The "lesser Homeworlds" were a secret expansion of the Nine Homeworlds project initiated by Oldblood Great Houses in response to House Military's embracing of Newblood tactics. The "lesser Homeworlds" were kept in bottle universes and oxbow timelines to fight microscopic models of the War in Heaven with far less scope or intensity. Their purpose was to provide inspiration for technologies and tactics.

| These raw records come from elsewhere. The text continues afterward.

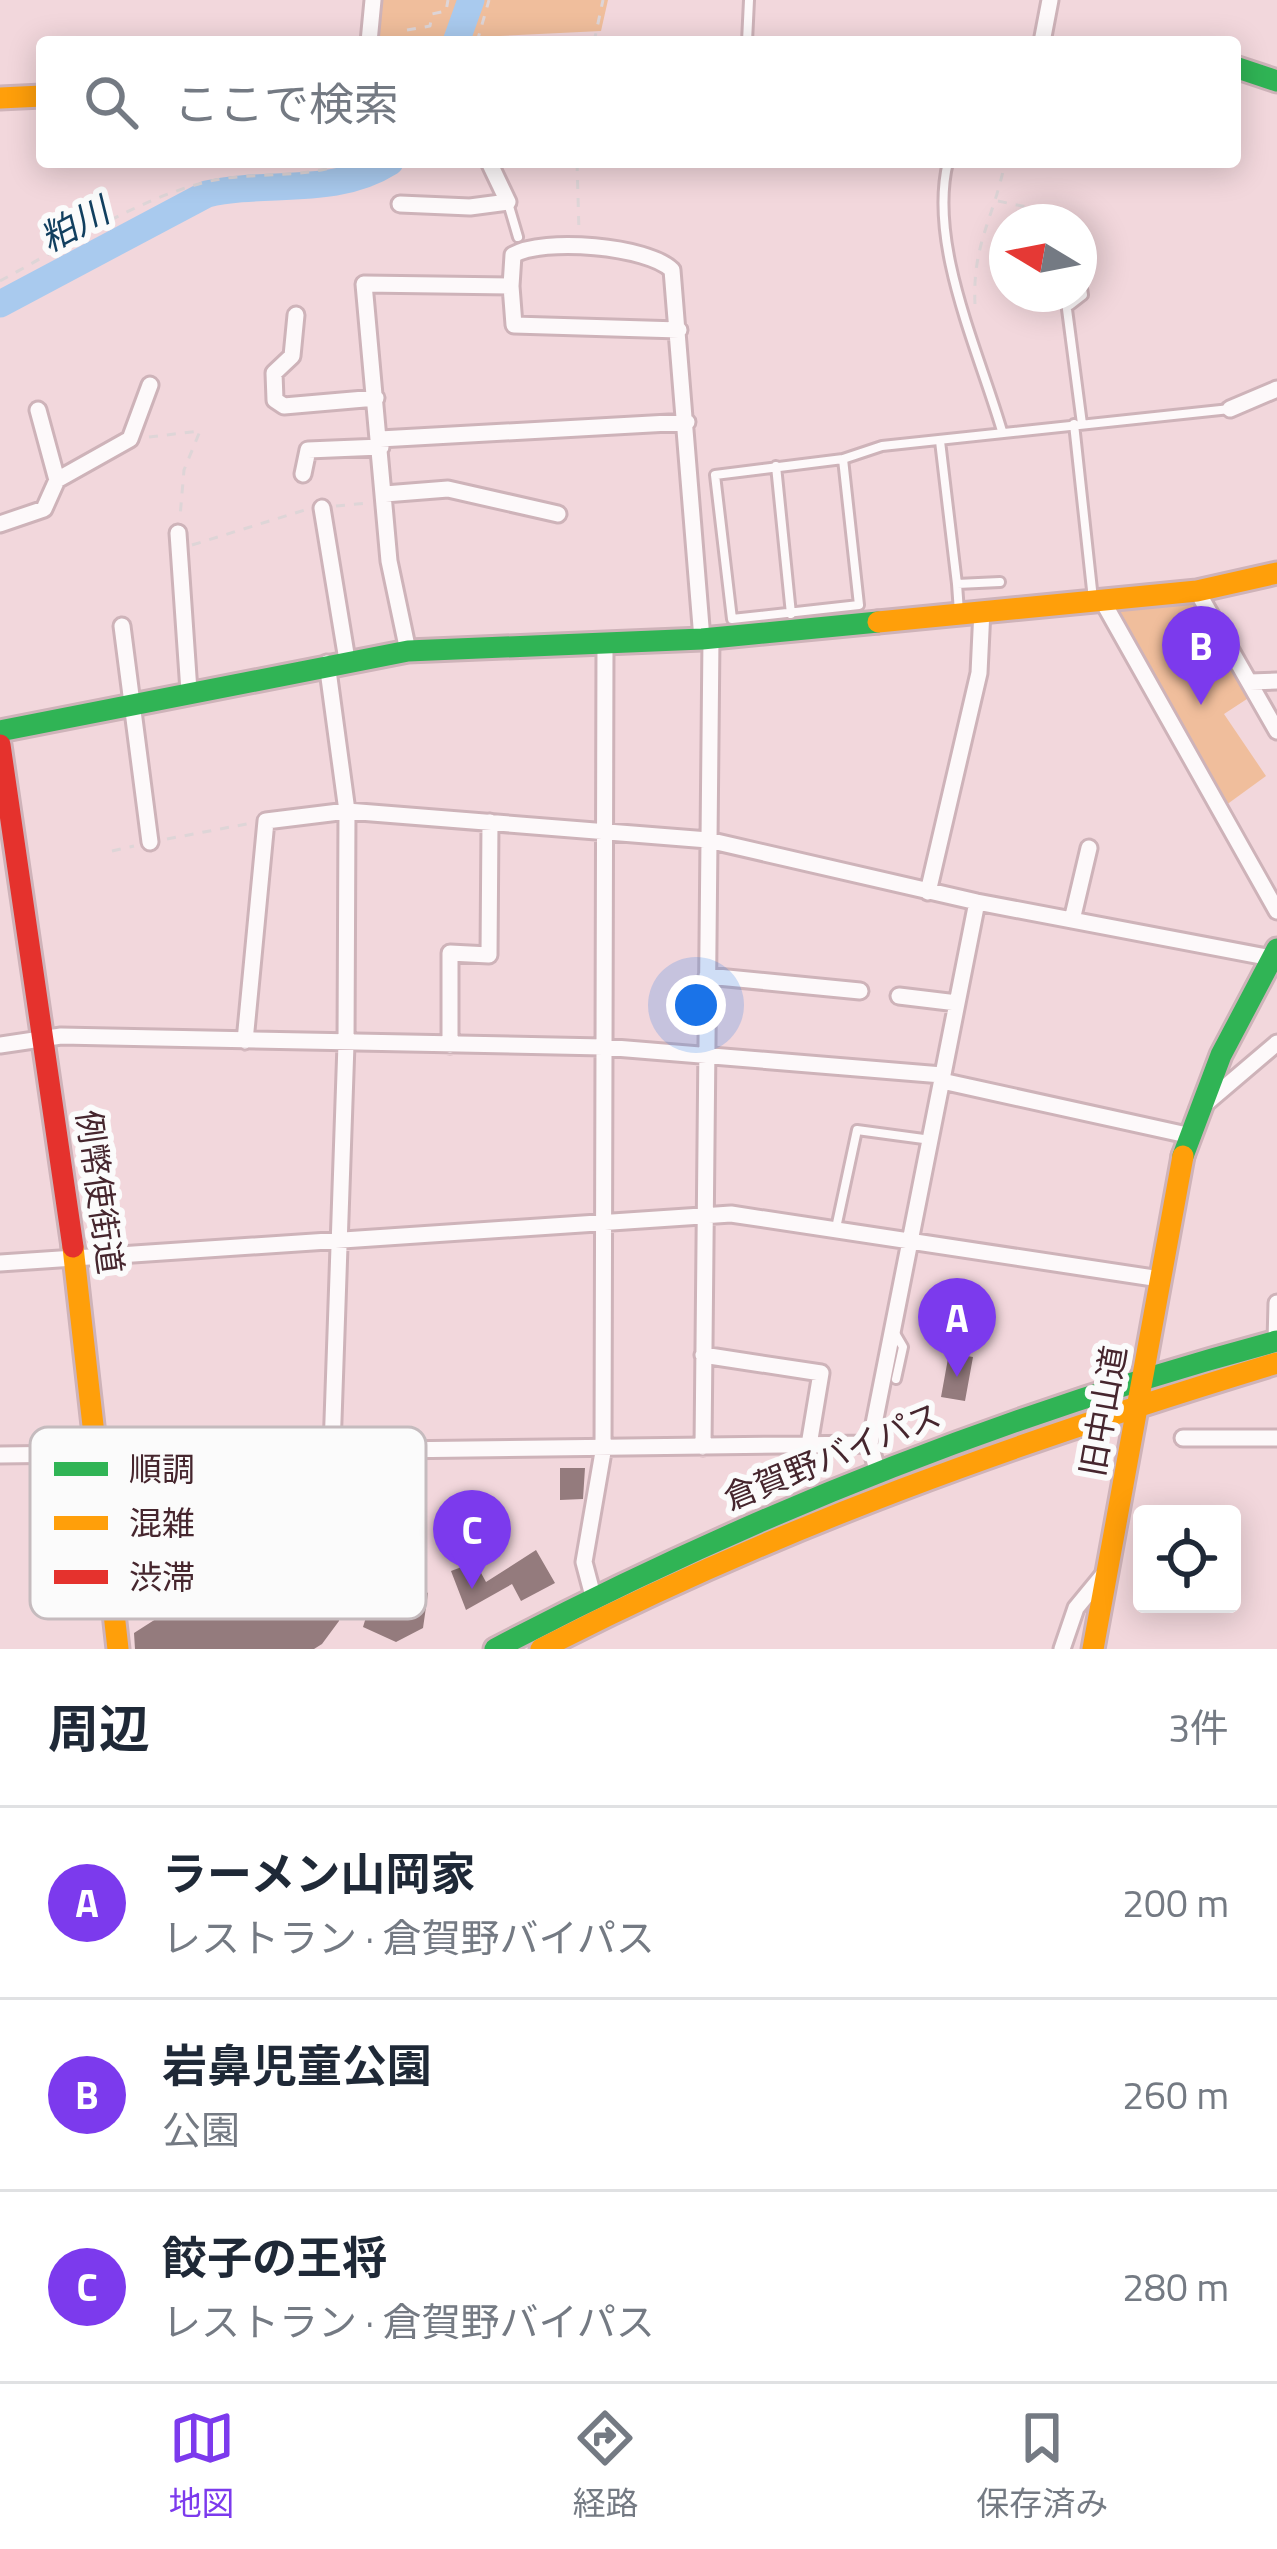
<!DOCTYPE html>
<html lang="ja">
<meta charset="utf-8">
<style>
body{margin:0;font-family:"Titillium Web","Noto Sans JP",sans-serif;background:#f6f6f7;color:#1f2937}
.controls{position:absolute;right:36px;bottom:36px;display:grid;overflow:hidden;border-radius:12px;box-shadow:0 6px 30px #0003}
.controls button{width:108px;height:108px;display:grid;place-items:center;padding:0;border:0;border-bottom:3px solid #e0e1e3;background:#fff;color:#1f2937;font:60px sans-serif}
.compass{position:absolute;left:989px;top:204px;width:108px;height:108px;border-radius:50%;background:#fff;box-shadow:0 6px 30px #0003;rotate:280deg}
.you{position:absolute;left:696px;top:1005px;width:42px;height:42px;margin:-30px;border:9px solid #fff;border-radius:50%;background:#1a73e8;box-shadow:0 0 0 18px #1a73e833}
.badge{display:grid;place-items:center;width:78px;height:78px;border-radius:50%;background:#7c3aed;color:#fff;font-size:39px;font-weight:700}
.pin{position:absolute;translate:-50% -99px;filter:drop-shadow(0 3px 6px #0008)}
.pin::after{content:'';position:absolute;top:63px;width:42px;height:36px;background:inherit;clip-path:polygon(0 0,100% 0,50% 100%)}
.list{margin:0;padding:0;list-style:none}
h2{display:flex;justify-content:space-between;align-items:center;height:156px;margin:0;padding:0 48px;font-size:51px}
h2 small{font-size:39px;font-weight:400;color:#747a83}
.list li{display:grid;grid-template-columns:78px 1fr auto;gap:36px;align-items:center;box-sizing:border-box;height:192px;padding:0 48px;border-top:3px solid #e0e1e3}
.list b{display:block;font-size:45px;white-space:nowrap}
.list p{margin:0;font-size:39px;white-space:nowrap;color:#747a83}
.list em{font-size:39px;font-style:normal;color:#747a83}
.icon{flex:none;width:66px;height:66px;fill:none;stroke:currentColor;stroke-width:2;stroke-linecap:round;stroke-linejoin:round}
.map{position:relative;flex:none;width:1277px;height:1649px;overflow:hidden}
.search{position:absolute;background:#fff;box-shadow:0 6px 30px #0003;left:36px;right:36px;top:36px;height:132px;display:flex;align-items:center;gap:30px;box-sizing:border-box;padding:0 42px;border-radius:12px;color:#747a83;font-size:45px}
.sheet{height:732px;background:#fff}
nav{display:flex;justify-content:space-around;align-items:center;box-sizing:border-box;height:168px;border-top:3px solid #e0e1e3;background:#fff;font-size:33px;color:#747a83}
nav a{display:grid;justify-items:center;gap:6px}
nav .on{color:#7c3aed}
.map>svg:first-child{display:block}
.green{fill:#f0be9c}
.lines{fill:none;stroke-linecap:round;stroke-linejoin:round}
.river{stroke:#a9caee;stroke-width:27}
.building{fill:#947b7d}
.lane-casing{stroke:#ceb3b9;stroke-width:14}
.street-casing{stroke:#ceb3b9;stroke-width:21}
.fast-casing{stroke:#ceb3b9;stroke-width:27}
.slow-casing{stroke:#ceb3b9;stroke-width:27}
.jam-casing{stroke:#ceb3b9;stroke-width:27}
.path{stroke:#ded5d7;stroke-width:3;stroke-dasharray:9 9;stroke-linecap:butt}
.lane{stroke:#fdf9fa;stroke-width:8}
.street{stroke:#fdf9fa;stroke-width:15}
.fast{stroke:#30b455;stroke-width:21}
.slow{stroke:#ff9f0a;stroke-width:21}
.jam{stroke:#e5322d;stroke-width:21}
.labels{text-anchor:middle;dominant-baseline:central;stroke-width:12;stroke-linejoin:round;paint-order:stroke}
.street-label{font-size:33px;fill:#46262e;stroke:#fbfbfb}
.water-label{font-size:36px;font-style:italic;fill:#113f5f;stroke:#fbfbfb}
.key{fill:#fbfbfb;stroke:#c5bbbe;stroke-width:3}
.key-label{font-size:33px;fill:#46262e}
</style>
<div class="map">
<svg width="1277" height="1649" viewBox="0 0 1277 1649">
<rect width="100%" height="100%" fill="#f2d7dc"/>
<path class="green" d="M380,0H608L601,31L375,42Z
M1194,599L1250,697L1224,714L1266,776L1222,808L1114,608Z"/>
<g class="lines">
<path class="river" d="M456,42L471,0
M0,304L207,194C266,180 335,197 390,162"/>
</g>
<path class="building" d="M949,1353L973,1357L965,1401L941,1397Z
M560,1468H585L583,1499L560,1500Z
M536,1550L555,1583L521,1601L512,1584L466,1610L451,1571L475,1562L486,1582Z
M259,1553L264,1565L279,1556L287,1570L313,1554L341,1597L339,1621L322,1644L314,1649H135L134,1633Z
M399,1577L428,1593L423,1628L396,1642L363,1627L378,1578L397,1584Z"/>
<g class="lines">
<g class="lane-casing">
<path id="lane" d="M747,42L749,0
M948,162C928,244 978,349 1002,431
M508,203L518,237
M1065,294L1082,424
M1070,305L1083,295L1079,268
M1074,424L1093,599
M940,441L957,584L1000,582
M843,459L859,605L732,619L715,475L843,459L882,446L1230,409
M776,466L791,614
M957,584L959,612
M836,1228L857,1130L931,1140
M896,1335L903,1347L896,1379"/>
</g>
<g class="street-casing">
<path id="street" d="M369,42L373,0
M1042,42L1050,0
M400,204L470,207L508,202L489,162
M511,286L514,325L679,330
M296,315L292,356L274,373L275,400L284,406L376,398
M1230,409L1277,389
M38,410L57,480
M380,439L687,422
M303,474L308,450L381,447
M385,494L448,489L558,514
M322,508L347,660
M0,524L44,509L57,480L130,439L150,385
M178,533L189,691
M1197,591L1277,731
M1102,600L1277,911
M122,626L150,842
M408,651L389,561L364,284L511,286L513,255C543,237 648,246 672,270L702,639
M327,663L347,811L346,1044L332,1449
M1250,682L1277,681
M928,892L979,673L982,610
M1072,920L1089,848
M707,976L860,991
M899,996L957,1003
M245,1041L266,821L347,811L708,840L977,902L1277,959
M0,1045L61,1036L603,1047L942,1075
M450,1045V953L489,955L490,822
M942,1081L1187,1135
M1197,1111L1277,1043
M0,1263L731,1214L1160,1279
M1276,1342L1277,1303
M703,1355L821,1373L809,1445
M1183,1438H1277
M870,1444L977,902
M703,1447L711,638
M0,1455L870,1444L877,1470
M593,1596L584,1562L603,1452L605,644
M1062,1649L1076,1608L1104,1574"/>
</g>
<g class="fast-casing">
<path id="fast" d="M1235,67L1277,81
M0,731L408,651L702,639L878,622
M1183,1156L1221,1055L1277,949
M495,1649C746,1517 1003,1414 1277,1341"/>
</g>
<g class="slow-casing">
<path id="slow" d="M0,98L42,96
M878,622L1197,591L1277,573
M73,1247L118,1649
M541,1649C777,1527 1023,1440 1277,1363
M1093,1649L1183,1156"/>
</g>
<g class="jam-casing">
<path id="jam" d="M0,745L73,1247"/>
</g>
<path class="path" d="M407,30L430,26L432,14L446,11L448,0
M477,42L489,0
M594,42L603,0
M577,162L579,232
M998,201L1041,210L1052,222
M0,281C65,246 138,198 210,181C255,171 305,180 348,162
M975,304C972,244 994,218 1005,162
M149,437L200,431L184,470L180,517
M336,506L368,503
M192,545L308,509
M167,839L252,823
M112,851L134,846"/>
<use href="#lane" class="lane"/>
<use href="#street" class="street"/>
<use href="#fast" class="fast"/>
<use href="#slow" class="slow"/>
<use href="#jam" class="jam"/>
</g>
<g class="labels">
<g class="street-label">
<text transform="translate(100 1192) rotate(82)">例幣使街道</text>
<text transform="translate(1103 1411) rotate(-80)">旧中山道</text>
<text transform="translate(832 1456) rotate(-22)">倉賀野バイパス</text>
</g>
<g class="water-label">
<text transform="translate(74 224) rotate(-28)">粕川</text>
</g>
</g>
<rect x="30" y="1427" width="396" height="192" rx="18" class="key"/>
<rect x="54" y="1462" width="54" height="14" fill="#30b455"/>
<rect x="54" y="1516" width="54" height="14" fill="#ff9f0a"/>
<rect x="54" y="1570" width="54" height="14" fill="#e5322d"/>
<g class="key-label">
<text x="129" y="1481">順調</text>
<text x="129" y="1535">混雑</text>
<text x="129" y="1589">渋滞</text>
</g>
</svg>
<div class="controls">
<button><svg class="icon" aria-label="locate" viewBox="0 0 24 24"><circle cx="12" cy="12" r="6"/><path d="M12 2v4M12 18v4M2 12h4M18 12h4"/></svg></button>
</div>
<svg class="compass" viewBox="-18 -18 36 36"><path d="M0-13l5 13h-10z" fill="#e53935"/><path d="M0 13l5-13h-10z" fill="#747a83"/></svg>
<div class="you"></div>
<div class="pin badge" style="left:957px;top:1377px">A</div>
<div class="pin badge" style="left:1201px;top:705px">B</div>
<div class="pin badge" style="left:472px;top:1589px">C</div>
<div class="search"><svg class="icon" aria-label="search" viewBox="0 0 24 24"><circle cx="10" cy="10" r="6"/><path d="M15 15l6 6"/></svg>ここで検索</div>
</div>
<section class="sheet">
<h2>周辺<small>3件</small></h2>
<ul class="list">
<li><span class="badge">A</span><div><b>ラーメン山岡家</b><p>レストラン · 倉賀野バイパス</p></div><em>200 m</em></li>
<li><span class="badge">B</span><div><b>岩鼻児童公園</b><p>公園</p></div><em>260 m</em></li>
<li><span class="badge">C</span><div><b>餃子の王将</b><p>レストラン · 倉賀野バイパス</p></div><em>280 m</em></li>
</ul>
</section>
<nav>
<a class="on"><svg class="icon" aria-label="map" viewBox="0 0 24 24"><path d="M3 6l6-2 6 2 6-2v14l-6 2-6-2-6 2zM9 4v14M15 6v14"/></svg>地図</a>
<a><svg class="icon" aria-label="directions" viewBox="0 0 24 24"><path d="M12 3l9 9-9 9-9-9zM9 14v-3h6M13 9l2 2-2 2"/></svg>経路</a>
<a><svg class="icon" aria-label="saved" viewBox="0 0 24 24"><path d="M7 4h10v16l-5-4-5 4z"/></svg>保存済み</a>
</nav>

One collection of "lesser Homeworlds", which the post-War edition of the Primer for the Spiral Politic described as "notable in hindsight", fought against a race of mechanical invaders who had agreed to fight them in exchange for time travel technology, (PROSE: A Prelude to a Prelude) having allied with the Houses in the face of the All-High Gods. (PROSE: Dead Romance) The Sixth Doctor once found himself in another universe where the Time Lords fought a simplified War in Heaven against the Daleks which ended in the universe being destroyed. (PROSE: The Quantum Archangel) The only "lesser Homeworld" to survive War against these machine-people did so by abandoning looms and returning to organic models of birth, allowing it to enact the victimhood ritual of an entrenched last stand by crying out to future, "Won't someone think of the children!" (PROSE: A Prelude to a Prelude) A similar survival occurred on the last day of the Last Great Time War. (TV: The Day of the Doctor)
The "lesser Homeworlds" project was discontinued when the number of lost Homeworlds became "too distateful to bear". (PROSE: A Prelude to a Prelude) Entarodora once alluded to these losses in a lecture: "While it is true that we have lost more Homeworlds than might be thought prudent it must be remembered that many of these were essentially decoys, and their people mere sheath-echoes of our own core probability." (PROSE: The Brakespeare Voyage)
Behind the scenes[]
The collection of lesser homeworlds which were "notable in hindsight" was one of many attempts to incorporate the Last Great Time War into the Faction Paradox mythos. This attempt was intended to imply that the Gallifrey of post-2005 Doctor Who, or at least the one shown in TV:The Day of the Doctor, wasn't the original Gallifrey, but instead one of its many cloneworlds, an idea some fans had already speculated.